İstihdam açısından bakıldığında da İrlanda, ABD’nin tarifelerine karşı en savunmasız ülke konumunda. İtalya ise otomotiv, moda ve ilaç sektörlerindeki yüksek risk maruziyeti nedeniyle ikinci sırada yer alıyor.
Yüzde 200 gümrük vergisi gerçek olur mu?
Trump, geçtiğimiz günlerde yaptığı açıklamada, ithal ilaç ürünlerinin yüzde 200’lük bir vergiye tabi olabileceğini söyledi. Ancak bu oranla ilgili herhangi bir resmi detay paylaşılmadı.
BCA’dan Savary’ye göre böyle bir tarife oranı, ABD’de sağlık hizmeti maliyetlerini dramatik biçimde artıracağından uygulanması pek olası değil.
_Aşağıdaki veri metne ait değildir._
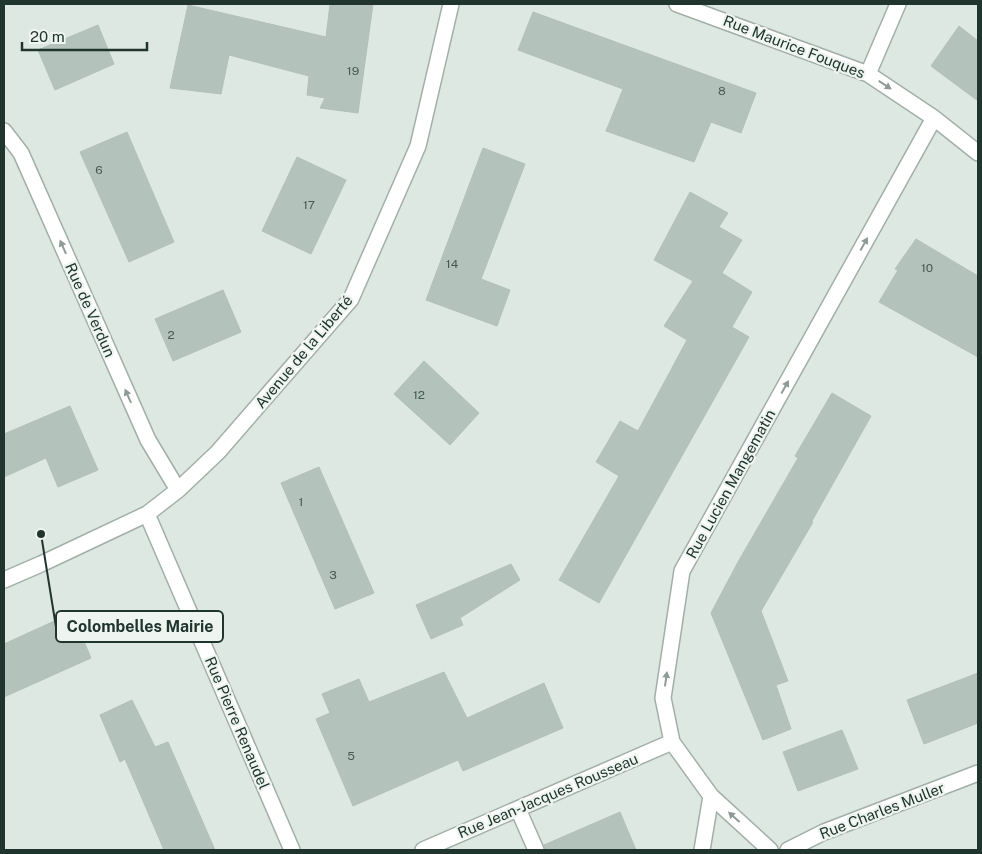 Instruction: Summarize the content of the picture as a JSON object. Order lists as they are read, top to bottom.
{
  "streets": {
    "street": [
      "Rue Maurice Fouques",
      "Rue de Verdun",
      "Avenue de la Liberté",
      "Rue Lucien Mangematin",
      "Rue Pierre Renaudel",
      "Rue Jean-Jacques Rousseau",
      "Rue Charles Muller"
    ]
  },
  "crossings": [
    ["Rue Maurice Fouques", "Rue Lucien Mangematin"],
    ["Rue de Verdun", "Avenue de la Liberté"],
    ["Avenue de la Liberté", "Rue Pierre Renaudel"],
    ["Rue Lucien Mangematin", "Rue Jean-Jacques Rousseau"]
  ],
  "one_way": ["Rue de Verdun", "Rue Lucien Mangematin"],
  "places": ["Colombelles Mairie"],
  "house_numbers": [
    "19",
    "8",
    "6",
    "17",
    "14",
    "10",
    "2",
    "12",
    "1",
    "3",
    "5"
  ],
  "scale_bar": "20 m"
}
Bunun yerine, bu tür açıklamaların Avrupa ilaç şirketlerine yönelik bir mesaj niteliği taşıdığı ve üretim yatırımlarının ABD’ye kaydırılması için bir baskı aracı olduğu değerlendiriliyor.
AJ Bell’den analist Dan Coatsworth da, ilaç firmalarının ABD'de üretim tesislerini büyütmeleri yönünde baskı altında olduklarını belirtiyor.